Guia para jornalistas coloca alimentação como prioridade para cobertura eleitoral 

Ilustração: Bruna Martins

Créditos: O Joio e O Trigo.

Material produzido pela Cátedra Josué de Castro da USP e pelo Joio reúne conceitos, referências e caminhos para investigar como sistemas alimentares conectam economia, saúde, meio ambiente e políticas públicas

A pauta da alimentação conecta algumas das principais questões em disputa nas eleições. Está no preço da comida e na renda das famílias, na saúde pública, no desmatamento, na crise climática, no uso da terra e na definição de quais setores recebem incentivos e recursos públicos. Ainda assim, os sistemas alimentares raramente aparecem como um tema articulado na cobertura eleitoral.

Para contribuir com esse olhar, a Cátedra Josué de Castro da USP e O Joio e O Trigo lançam o Guia para a cobertura jornalística de sistemas alimentares, disponível gratuitamente para download.

O material foi elaborado para jornalistas que cobrem eleições, política, economia, saúde, meio ambiente e outros temas relacionados, mesmo sem especialização prévia em alimentação. A proposta é oferecer ferramentas para identificar como decisões aparentemente distantes da comida interferem no que é produzido, em quem consegue ter acesso aos alimentos e nos impactos sociais, ambientais e de saúde desse sistema.

A ciência já estabeleceu, por exemplo, a associação entre o consumo de produtos alimentícios ultraprocessados e o aumento do risco de doenças crônicas e mortes prematuras. A agropecuária, por sua vez, ocupa papel central no desmatamento brasileiro e nas emissões de gases de efeito estufa. Ao mesmo tempo, inflação dos alimentos, insegurança alimentar, crédito rural, compras públicas e tributação são temas diretamente influenciados por escolhas políticas.

Por isso, cobrir alimentação durante uma eleição significa olhar muito além das propostas explicitamente apresentadas como políticas de combate à fome ou de produção agrícola.

Dividido em sete seções, o guia apresenta um diagnóstico de como se estruturou o sistema alimentar predominante no Brasil, explica conceitos fundamentais para compreender o debate, aponta organizações e atores que merecem acompanhamento jornalístico e oferece caminhos para analisar políticas públicas, propostas de governo e projetos de lei.

A publicação também busca estimular uma abordagem transversal. Questões relacionadas à alimentação podem aparecer em propostas sobre emprego e renda, saúde, educação, clima, agricultura, infraestrutura, orçamento público ou regulação empresarial. Reconhecer essas conexões ajuda a identificar disputas, interesses econômicos e consequências que nem sempre estão explícitos no debate eleitoral.
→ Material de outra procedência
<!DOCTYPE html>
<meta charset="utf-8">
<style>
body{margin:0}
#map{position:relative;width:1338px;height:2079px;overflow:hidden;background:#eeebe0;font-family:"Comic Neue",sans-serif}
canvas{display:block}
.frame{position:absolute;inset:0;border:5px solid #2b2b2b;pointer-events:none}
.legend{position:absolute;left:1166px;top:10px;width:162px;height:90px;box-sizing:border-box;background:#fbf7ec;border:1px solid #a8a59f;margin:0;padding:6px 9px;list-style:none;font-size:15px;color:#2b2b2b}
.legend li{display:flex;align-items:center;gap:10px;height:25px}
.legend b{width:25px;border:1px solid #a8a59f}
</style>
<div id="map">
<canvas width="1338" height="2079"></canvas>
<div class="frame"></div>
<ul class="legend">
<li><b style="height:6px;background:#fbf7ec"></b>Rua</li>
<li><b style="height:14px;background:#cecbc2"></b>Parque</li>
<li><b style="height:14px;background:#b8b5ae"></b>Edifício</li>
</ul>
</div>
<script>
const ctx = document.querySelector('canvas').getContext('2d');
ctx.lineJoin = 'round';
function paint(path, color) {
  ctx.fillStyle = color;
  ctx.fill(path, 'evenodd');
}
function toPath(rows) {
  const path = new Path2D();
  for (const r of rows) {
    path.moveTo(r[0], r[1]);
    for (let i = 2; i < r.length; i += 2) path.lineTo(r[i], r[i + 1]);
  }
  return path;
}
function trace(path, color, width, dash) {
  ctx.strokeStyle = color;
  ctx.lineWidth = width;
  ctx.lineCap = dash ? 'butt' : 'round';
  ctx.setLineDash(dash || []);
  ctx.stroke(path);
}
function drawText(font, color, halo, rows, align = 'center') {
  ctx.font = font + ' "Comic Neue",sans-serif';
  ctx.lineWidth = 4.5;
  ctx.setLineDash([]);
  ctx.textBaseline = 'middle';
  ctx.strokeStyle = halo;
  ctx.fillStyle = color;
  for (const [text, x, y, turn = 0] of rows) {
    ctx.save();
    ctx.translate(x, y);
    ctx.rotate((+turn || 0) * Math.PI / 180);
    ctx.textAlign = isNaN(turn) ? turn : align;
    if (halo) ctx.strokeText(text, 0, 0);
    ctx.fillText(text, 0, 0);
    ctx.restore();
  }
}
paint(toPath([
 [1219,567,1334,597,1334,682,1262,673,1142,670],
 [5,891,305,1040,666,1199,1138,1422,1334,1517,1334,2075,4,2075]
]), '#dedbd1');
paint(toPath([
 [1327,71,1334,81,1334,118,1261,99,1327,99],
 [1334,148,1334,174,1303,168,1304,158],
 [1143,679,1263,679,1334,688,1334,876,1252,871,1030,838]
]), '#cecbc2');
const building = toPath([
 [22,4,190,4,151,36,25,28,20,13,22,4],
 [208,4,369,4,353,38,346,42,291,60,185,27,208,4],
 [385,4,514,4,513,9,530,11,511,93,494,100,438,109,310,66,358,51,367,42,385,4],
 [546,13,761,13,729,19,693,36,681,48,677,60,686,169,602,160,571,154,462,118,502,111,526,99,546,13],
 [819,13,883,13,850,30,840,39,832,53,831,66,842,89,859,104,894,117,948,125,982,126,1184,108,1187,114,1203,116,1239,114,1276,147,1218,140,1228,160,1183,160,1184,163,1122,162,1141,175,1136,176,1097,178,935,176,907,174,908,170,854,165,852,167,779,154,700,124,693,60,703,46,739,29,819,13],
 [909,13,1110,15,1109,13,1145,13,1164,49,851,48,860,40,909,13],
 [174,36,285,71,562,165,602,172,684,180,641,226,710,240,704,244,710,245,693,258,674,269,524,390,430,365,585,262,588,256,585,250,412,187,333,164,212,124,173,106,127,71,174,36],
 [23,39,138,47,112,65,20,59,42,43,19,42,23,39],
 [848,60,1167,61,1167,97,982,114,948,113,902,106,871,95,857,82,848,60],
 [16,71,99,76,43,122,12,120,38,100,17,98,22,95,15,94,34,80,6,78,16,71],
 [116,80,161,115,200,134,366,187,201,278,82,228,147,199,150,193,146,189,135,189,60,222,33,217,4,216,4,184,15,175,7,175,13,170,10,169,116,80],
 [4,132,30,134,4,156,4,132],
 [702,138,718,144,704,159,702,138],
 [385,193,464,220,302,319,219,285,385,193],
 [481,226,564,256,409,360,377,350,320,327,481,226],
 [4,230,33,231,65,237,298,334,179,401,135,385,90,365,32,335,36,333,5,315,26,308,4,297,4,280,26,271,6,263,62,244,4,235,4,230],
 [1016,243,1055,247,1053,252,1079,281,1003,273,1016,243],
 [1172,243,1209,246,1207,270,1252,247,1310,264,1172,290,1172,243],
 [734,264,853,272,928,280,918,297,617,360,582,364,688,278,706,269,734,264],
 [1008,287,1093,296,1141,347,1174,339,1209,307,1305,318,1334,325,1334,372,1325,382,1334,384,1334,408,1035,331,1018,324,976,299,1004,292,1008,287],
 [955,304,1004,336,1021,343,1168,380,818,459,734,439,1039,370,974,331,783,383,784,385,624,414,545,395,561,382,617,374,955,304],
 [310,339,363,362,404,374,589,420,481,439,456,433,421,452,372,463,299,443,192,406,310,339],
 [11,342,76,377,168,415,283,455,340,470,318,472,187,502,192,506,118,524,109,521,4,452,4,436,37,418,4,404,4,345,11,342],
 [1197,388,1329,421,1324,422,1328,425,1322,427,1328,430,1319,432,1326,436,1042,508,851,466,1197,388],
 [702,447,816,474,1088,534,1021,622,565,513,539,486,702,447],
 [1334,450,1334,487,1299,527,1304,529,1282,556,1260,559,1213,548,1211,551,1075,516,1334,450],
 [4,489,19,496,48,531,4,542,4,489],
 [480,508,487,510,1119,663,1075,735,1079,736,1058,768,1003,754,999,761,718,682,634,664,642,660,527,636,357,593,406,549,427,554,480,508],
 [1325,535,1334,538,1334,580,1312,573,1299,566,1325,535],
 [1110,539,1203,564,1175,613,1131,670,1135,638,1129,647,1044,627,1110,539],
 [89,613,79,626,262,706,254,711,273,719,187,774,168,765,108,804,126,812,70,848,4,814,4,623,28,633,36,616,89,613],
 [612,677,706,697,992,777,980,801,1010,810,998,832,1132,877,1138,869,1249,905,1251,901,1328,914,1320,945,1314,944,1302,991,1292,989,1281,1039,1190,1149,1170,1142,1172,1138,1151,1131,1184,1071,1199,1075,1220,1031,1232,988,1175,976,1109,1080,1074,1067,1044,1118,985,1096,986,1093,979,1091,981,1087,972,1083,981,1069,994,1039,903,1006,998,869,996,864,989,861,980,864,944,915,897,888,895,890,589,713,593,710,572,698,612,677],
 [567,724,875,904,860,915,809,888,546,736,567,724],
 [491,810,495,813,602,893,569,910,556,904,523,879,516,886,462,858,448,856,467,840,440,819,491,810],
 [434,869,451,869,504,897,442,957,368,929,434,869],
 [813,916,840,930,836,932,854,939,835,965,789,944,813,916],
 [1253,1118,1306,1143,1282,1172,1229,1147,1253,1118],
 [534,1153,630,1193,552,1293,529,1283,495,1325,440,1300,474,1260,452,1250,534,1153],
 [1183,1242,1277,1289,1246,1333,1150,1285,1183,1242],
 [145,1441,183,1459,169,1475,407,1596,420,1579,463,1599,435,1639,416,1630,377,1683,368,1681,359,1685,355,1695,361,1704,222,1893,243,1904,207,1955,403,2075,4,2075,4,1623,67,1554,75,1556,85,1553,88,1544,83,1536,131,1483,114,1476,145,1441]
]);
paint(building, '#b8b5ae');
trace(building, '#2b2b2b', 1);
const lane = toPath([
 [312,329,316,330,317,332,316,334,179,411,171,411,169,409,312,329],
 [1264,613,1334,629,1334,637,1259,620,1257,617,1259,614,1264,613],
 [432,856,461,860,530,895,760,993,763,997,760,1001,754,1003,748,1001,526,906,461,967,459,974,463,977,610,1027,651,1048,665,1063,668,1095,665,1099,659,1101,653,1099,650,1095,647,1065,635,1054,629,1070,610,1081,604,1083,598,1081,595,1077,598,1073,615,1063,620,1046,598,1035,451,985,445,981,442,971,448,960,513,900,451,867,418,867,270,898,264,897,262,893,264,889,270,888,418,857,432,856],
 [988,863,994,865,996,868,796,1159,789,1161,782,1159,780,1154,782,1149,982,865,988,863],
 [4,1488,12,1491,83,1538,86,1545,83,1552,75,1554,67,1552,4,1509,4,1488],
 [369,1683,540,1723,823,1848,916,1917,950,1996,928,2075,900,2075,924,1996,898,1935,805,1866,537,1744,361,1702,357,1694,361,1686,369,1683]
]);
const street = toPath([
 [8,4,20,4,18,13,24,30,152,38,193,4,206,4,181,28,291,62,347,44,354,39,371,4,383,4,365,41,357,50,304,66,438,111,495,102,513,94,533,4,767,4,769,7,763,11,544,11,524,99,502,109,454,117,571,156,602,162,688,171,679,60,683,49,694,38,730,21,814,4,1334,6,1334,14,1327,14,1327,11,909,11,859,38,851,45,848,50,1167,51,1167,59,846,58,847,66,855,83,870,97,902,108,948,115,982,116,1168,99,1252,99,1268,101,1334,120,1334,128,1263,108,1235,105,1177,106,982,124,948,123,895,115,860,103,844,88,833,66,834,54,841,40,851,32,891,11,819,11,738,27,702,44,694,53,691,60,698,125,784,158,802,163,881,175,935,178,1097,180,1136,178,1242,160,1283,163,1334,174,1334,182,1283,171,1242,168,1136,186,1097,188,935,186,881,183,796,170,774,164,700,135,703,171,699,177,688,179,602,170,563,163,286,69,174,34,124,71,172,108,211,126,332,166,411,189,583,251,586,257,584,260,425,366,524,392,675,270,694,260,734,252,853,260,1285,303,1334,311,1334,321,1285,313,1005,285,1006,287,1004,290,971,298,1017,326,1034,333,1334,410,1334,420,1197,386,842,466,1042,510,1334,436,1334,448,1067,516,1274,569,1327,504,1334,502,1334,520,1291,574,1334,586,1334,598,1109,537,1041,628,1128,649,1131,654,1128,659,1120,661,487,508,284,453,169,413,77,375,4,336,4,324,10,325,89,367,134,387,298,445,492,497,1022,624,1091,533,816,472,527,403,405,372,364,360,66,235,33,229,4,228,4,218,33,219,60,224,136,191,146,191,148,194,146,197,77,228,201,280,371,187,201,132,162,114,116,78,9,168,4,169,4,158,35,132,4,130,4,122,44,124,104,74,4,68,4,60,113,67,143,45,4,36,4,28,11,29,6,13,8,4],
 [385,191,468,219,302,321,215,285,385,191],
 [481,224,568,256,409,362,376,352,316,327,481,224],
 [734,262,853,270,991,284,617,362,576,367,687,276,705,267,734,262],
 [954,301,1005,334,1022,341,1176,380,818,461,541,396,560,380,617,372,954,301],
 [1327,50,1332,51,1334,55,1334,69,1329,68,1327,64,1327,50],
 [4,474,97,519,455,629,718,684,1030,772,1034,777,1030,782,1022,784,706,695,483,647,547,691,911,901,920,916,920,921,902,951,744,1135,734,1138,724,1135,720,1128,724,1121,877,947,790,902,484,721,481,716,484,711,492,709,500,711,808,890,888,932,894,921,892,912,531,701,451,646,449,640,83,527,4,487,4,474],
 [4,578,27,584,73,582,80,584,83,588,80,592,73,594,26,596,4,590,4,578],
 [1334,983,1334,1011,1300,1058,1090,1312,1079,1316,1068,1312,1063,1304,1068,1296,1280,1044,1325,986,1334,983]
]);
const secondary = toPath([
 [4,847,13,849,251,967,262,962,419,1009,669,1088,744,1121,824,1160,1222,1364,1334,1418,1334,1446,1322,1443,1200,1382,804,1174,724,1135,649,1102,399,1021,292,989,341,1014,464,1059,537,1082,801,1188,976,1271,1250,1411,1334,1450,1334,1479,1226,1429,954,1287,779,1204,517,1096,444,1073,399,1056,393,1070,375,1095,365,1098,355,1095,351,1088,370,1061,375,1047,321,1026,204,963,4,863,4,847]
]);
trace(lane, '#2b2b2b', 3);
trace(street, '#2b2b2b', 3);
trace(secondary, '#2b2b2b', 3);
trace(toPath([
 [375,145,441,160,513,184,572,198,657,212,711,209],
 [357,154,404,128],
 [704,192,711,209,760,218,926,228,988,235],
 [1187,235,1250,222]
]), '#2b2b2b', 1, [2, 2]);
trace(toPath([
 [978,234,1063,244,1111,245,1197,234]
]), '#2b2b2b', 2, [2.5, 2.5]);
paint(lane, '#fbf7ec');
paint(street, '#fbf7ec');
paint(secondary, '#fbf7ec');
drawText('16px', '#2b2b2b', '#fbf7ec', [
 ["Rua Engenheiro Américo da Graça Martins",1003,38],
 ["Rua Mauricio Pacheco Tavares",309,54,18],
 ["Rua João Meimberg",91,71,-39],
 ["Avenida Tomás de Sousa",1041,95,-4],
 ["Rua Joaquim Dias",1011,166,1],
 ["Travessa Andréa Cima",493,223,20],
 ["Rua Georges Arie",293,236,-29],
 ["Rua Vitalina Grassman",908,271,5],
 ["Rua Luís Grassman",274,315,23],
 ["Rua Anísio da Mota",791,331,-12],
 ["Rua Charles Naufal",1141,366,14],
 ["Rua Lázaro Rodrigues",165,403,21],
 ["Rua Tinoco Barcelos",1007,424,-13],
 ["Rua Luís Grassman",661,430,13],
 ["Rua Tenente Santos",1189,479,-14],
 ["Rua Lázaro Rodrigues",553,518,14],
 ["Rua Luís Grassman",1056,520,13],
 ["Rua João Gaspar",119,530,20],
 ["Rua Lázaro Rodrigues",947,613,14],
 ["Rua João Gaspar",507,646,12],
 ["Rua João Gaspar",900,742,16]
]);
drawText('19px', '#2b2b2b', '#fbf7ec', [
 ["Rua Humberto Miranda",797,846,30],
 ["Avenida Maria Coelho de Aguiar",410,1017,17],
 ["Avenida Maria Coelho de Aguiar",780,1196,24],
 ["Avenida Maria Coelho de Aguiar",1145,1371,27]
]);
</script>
O guia pretende servir como ponto de partida para perguntas: quem ganha e quem perde com determinada política? Que modelo de produção ela favorece? Quais grupos têm acesso aos alimentos produzidos? Quem recebe recursos públicos? Quais são os impactos sobre saúde, clima e meio ambiente?

Em um sistema alimentar marcado por interesses econômicos e políticos poderosos, fazer essas perguntas também é parte da cobertura das eleições.